Saved data entries
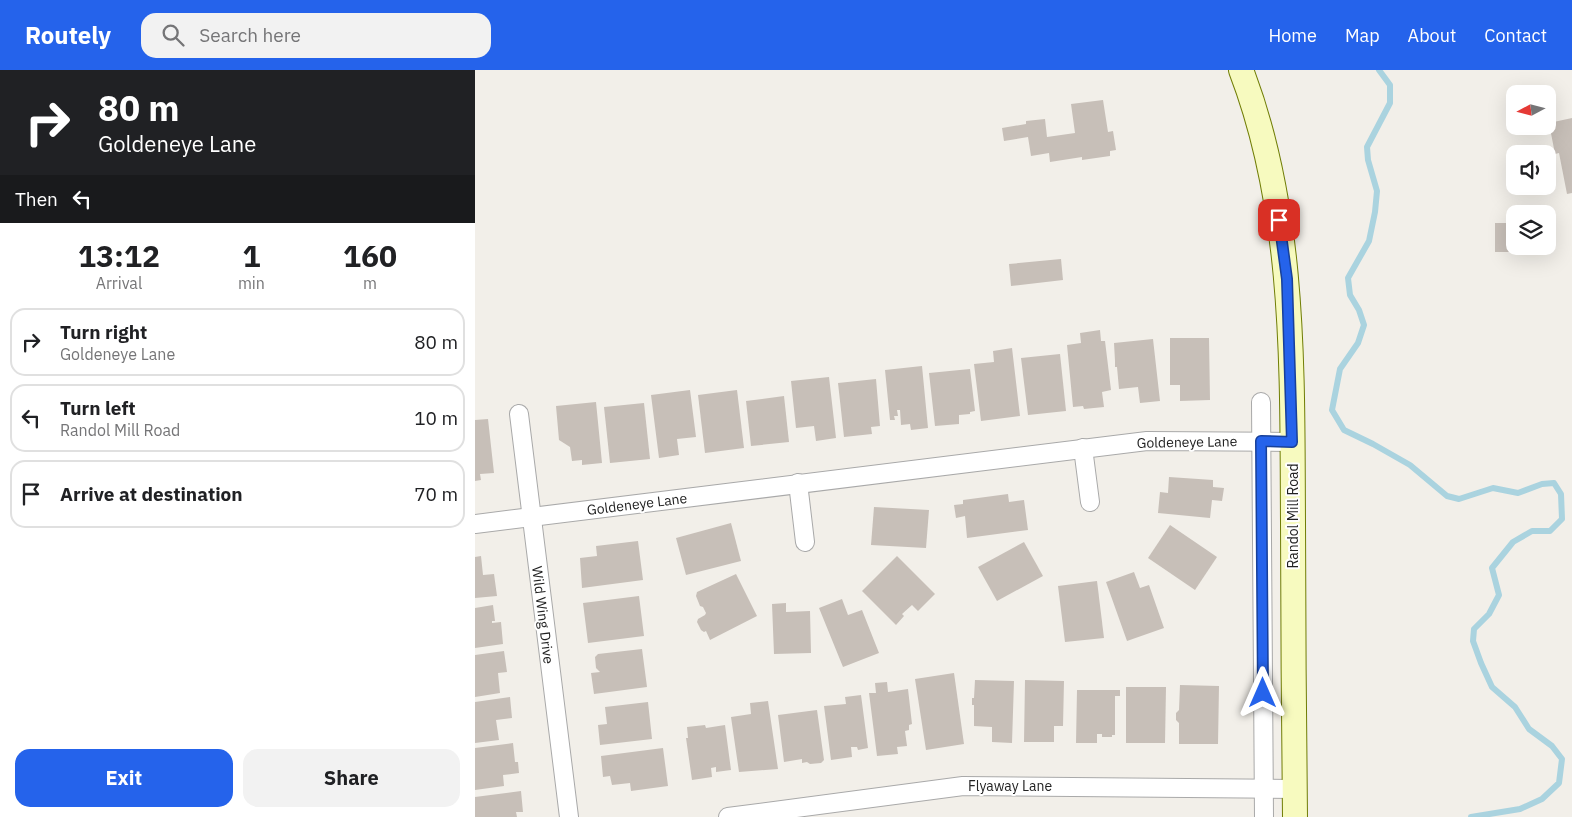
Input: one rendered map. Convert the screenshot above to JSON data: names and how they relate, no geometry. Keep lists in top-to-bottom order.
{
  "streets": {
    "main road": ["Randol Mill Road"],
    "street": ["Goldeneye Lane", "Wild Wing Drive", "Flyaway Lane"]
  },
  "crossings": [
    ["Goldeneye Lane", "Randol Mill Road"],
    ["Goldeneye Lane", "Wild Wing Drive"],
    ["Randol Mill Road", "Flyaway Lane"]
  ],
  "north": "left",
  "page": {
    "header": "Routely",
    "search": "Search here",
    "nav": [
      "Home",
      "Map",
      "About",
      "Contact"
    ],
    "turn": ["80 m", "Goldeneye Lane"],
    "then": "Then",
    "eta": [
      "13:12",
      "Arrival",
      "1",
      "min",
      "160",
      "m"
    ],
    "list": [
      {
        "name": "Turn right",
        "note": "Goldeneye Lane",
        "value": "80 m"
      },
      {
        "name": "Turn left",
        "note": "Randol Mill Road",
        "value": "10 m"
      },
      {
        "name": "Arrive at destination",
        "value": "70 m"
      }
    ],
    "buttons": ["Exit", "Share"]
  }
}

-- Work to be completed --
A faithful copy of every entry is needed, omitting each image.

-- Reply --
Input: one rendered map. Convert the screenshot above to JSON data: names and how they relate, no geometry. Keep lists in top-to-bottom order.
{
  "streets": {
    "main road": ["Randol Mill Road"],
    "street": ["Goldeneye Lane", "Wild Wing Drive", "Flyaway Lane"]
  },
  "crossings": [
    ["Goldeneye Lane", "Randol Mill Road"],
    ["Goldeneye Lane", "Wild Wing Drive"],
    ["Randol Mill Road", "Flyaway Lane"]
  ],
  "north": "left",
  "page": {
    "header": "Routely",
    "search": "Search here",
    "nav": [
      "Home",
      "Map",
      "About",
      "Contact"
    ],
    "turn": ["80 m", "Goldeneye Lane"],
    "then": "Then",
    "eta": [
      "13:12",
      "Arrival",
      "1",
      "min",
      "160",
      "m"
    ],
    "list": [
      {
        "name": "Turn right",
        "note": "Goldeneye Lane",
        "value": "80 m"
      },
      {
        "name": "Turn left",
        "note": "Randol Mill Road",
        "value": "10 m"
      },
      {
        "name": "Arrive at destination",
        "value": "70 m"
      }
    ],
    "buttons": ["Exit", "Share"]
  }
}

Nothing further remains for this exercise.